## PROBLEM TO WORK ON
Reproduce the listing below word for word and exclude any picture.

## SUPPLIED DATA
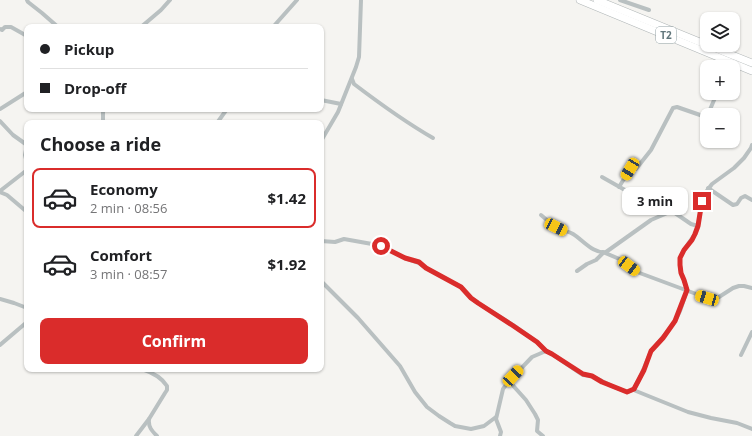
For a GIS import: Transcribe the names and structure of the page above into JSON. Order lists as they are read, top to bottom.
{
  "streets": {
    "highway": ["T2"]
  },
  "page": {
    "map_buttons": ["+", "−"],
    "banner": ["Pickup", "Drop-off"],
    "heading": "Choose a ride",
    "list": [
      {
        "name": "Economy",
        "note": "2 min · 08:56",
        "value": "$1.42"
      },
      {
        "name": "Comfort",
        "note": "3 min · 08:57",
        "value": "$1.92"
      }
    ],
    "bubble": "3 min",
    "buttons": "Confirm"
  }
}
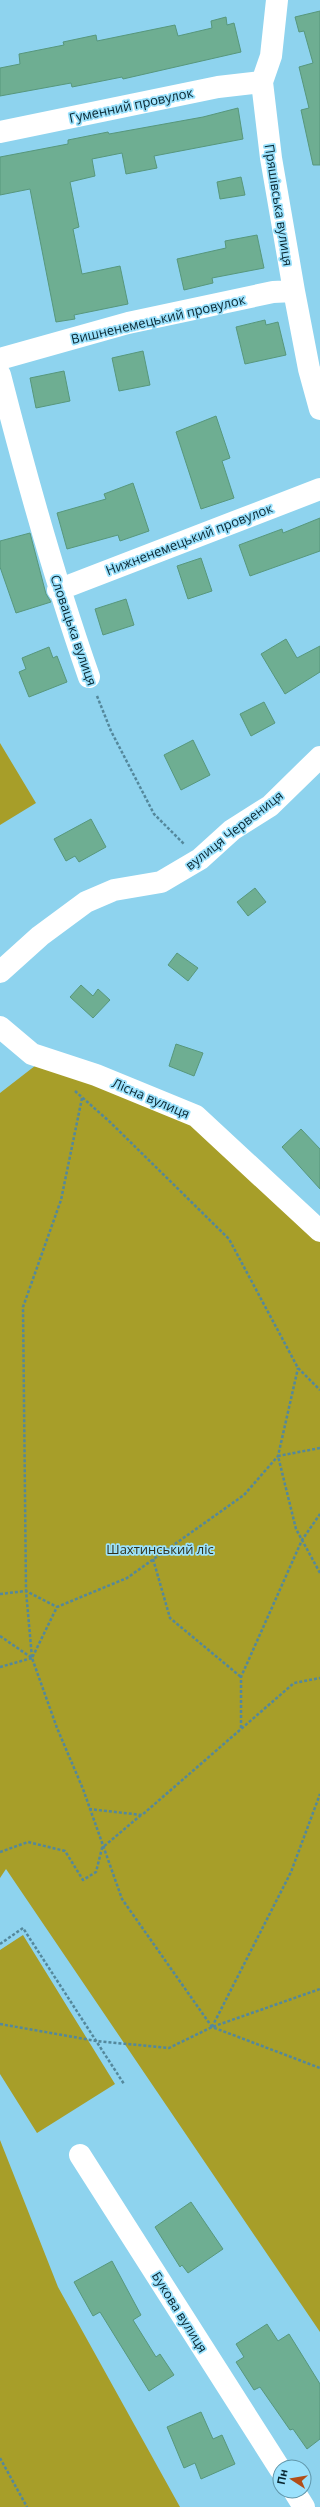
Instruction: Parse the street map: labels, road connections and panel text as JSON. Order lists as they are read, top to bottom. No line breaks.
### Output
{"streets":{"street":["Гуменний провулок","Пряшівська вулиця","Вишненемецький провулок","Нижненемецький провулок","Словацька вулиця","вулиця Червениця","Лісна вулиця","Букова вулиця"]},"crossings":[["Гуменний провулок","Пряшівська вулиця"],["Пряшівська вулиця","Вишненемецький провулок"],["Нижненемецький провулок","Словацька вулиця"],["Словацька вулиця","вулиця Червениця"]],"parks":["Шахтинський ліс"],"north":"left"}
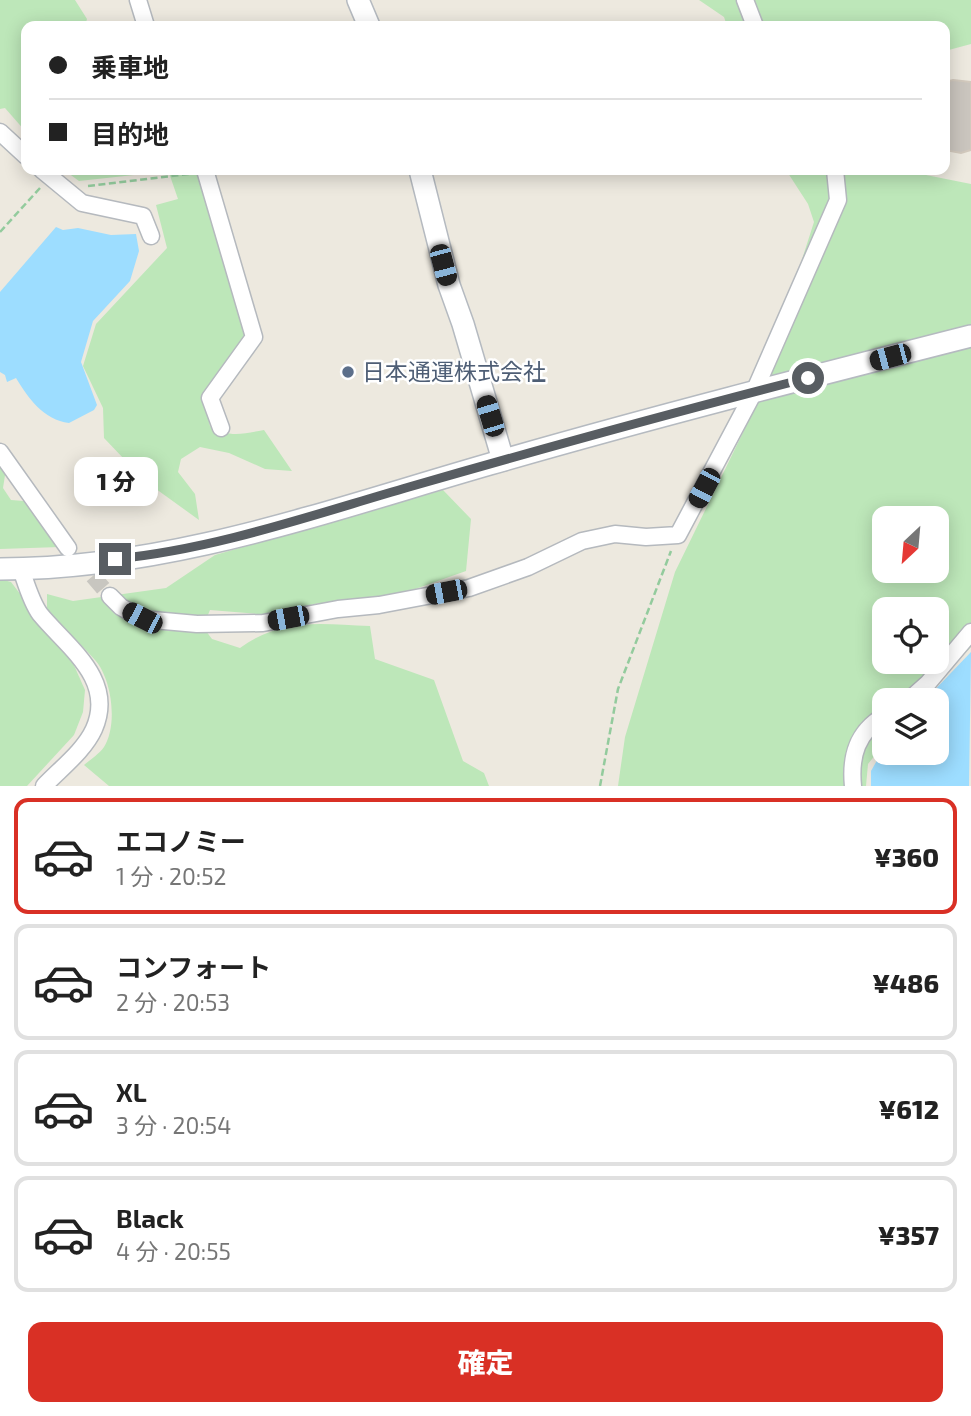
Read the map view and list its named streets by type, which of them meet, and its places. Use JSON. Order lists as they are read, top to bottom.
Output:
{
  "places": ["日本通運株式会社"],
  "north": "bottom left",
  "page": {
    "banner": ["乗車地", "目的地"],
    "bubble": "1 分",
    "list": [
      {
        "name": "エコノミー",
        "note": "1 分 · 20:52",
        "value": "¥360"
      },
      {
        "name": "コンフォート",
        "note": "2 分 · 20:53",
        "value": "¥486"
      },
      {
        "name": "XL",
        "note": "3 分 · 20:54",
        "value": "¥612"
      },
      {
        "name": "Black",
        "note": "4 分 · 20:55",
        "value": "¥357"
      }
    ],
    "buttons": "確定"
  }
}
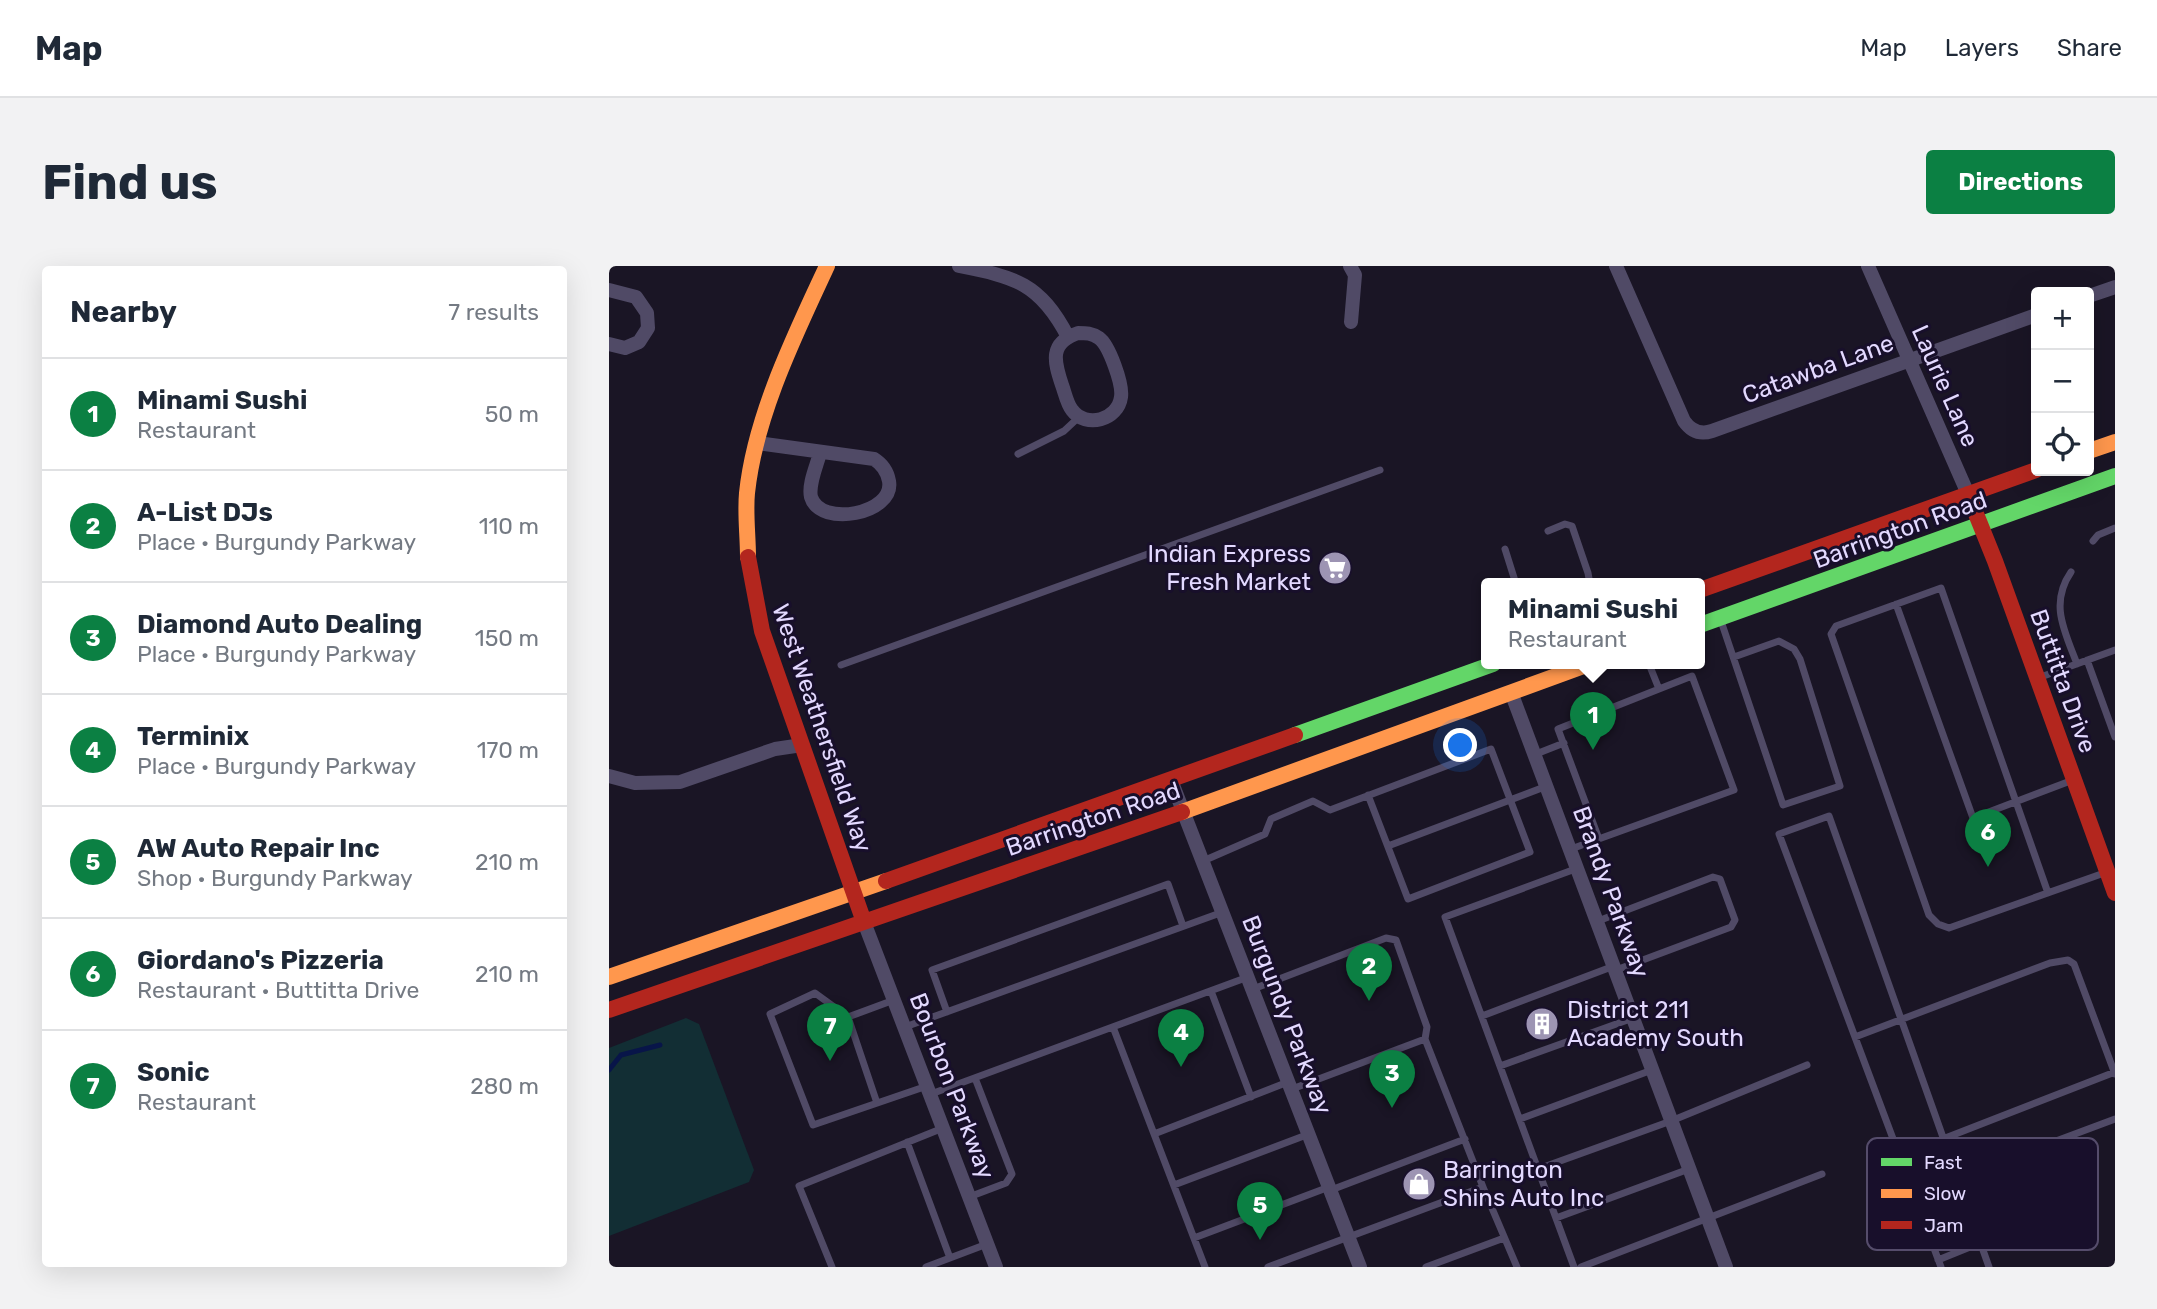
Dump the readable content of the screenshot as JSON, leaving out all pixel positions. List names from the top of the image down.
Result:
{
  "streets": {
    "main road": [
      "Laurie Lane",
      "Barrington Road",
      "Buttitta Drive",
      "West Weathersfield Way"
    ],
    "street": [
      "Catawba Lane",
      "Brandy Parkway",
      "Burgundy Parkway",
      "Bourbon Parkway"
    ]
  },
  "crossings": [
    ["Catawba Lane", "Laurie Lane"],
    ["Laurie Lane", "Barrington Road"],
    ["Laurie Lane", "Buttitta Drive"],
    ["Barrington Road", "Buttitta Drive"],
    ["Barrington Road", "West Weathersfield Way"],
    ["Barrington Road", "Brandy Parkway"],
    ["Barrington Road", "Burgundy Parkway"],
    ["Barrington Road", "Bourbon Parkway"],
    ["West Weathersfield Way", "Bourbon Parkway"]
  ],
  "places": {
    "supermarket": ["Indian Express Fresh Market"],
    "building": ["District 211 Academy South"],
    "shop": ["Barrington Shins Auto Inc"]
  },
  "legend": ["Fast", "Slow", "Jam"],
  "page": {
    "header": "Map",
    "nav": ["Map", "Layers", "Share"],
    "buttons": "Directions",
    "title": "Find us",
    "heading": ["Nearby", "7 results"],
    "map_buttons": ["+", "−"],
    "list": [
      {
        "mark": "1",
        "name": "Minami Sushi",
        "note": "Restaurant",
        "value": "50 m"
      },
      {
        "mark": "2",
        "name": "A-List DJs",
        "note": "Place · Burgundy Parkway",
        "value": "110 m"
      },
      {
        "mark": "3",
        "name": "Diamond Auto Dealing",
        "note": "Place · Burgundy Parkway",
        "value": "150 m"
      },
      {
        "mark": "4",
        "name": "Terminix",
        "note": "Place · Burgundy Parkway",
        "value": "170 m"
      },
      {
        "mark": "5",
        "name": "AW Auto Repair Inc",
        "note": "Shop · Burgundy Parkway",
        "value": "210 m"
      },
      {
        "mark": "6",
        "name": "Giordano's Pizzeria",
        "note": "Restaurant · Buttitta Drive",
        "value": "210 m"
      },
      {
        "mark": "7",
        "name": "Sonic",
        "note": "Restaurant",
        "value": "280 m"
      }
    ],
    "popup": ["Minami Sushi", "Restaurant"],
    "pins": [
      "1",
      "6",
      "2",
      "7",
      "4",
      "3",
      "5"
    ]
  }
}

## RESPONSE FOR THIS EXERCISE
For a GIS import: Transcribe the names and structure of the page above into JSON. Order lists as they are read, top to bottom.
{
  "streets": {
    "highway": ["T2"]
  },
  "page": {
    "map_buttons": ["+", "−"],
    "banner": ["Pickup", "Drop-off"],
    "heading": "Choose a ride",
    "list": [
      {
        "name": "Economy",
        "note": "2 min · 08:56",
        "value": "$1.42"
      },
      {
        "name": "Comfort",
        "note": "3 min · 08:57",
        "value": "$1.92"
      }
    ],
    "bubble": "3 min",
    "buttons": "Confirm"
  }
}
Instruction: Parse the street map: labels, road connections and panel text as JSON. Order lists as they are read, top to bottom. No line breaks.
### Output
{"streets":{"street":["Гуменний провулок","Пряшівська вулиця","Вишненемецький провулок","Нижненемецький провулок","Словацька вулиця","вулиця Червениця","Лісна вулиця","Букова вулиця"]},"crossings":[["Гуменний провулок","Пряшівська вулиця"],["Пряшівська вулиця","Вишненемецький провулок"],["Нижненемецький провулок","Словацька вулиця"],["Словацька вулиця","вулиця Червениця"]],"parks":["Шахтинський ліс"],"north":"left"}
Read the map view and list its named streets by type, which of them meet, and its places. Use JSON. Order lists as they are read, top to bottom.
Output:
{
  "places": ["日本通運株式会社"],
  "north": "bottom left",
  "page": {
    "banner": ["乗車地", "目的地"],
    "bubble": "1 分",
    "list": [
      {
        "name": "エコノミー",
        "note": "1 分 · 20:52",
        "value": "¥360"
      },
      {
        "name": "コンフォート",
        "note": "2 分 · 20:53",
        "value": "¥486"
      },
      {
        "name": "XL",
        "note": "3 分 · 20:54",
        "value": "¥612"
      },
      {
        "name": "Black",
        "note": "4 分 · 20:55",
        "value": "¥357"
      }
    ],
    "buttons": "確定"
  }
}
Dump the readable content of the screenshot as JSON, leaving out all pixel positions. List names from the top of the image down.
Result:
{
  "streets": {
    "main road": [
      "Laurie Lane",
      "Barrington Road",
      "Buttitta Drive",
      "West Weathersfield Way"
    ],
    "street": [
      "Catawba Lane",
      "Brandy Parkway",
      "Burgundy Parkway",
      "Bourbon Parkway"
    ]
  },
  "crossings": [
    ["Catawba Lane", "Laurie Lane"],
    ["Laurie Lane", "Barrington Road"],
    ["Laurie Lane", "Buttitta Drive"],
    ["Barrington Road", "Buttitta Drive"],
    ["Barrington Road", "West Weathersfield Way"],
    ["Barrington Road", "Brandy Parkway"],
    ["Barrington Road", "Burgundy Parkway"],
    ["Barrington Road", "Bourbon Parkway"],
    ["West Weathersfield Way", "Bourbon Parkway"]
  ],
  "places": {
    "supermarket": ["Indian Express Fresh Market"],
    "building": ["District 211 Academy South"],
    "shop": ["Barrington Shins Auto Inc"]
  },
  "legend": ["Fast", "Slow", "Jam"],
  "page": {
    "header": "Map",
    "nav": ["Map", "Layers", "Share"],
    "buttons": "Directions",
    "title": "Find us",
    "heading": ["Nearby", "7 results"],
    "map_buttons": ["+", "−"],
    "list": [
      {
        "mark": "1",
        "name": "Minami Sushi",
        "note": "Restaurant",
        "value": "50 m"
      },
      {
        "mark": "2",
        "name": "A-List DJs",
        "note": "Place · Burgundy Parkway",
        "value": "110 m"
      },
      {
        "mark": "3",
        "name": "Diamond Auto Dealing",
        "note": "Place · Burgundy Parkway",
        "value": "150 m"
      },
      {
        "mark": "4",
        "name": "Terminix",
        "note": "Place · Burgundy Parkway",
        "value": "170 m"
      },
      {
        "mark": "5",
        "name": "AW Auto Repair Inc",
        "note": "Shop · Burgundy Parkway",
        "value": "210 m"
      },
      {
        "mark": "6",
        "name": "Giordano's Pizzeria",
        "note": "Restaurant · Buttitta Drive",
        "value": "210 m"
      },
      {
        "mark": "7",
        "name": "Sonic",
        "note": "Restaurant",
        "value": "280 m"
      }
    ],
    "popup": ["Minami Sushi", "Restaurant"],
    "pins": [
      "1",
      "6",
      "2",
      "7",
      "4",
      "3",
      "5"
    ]
  }
}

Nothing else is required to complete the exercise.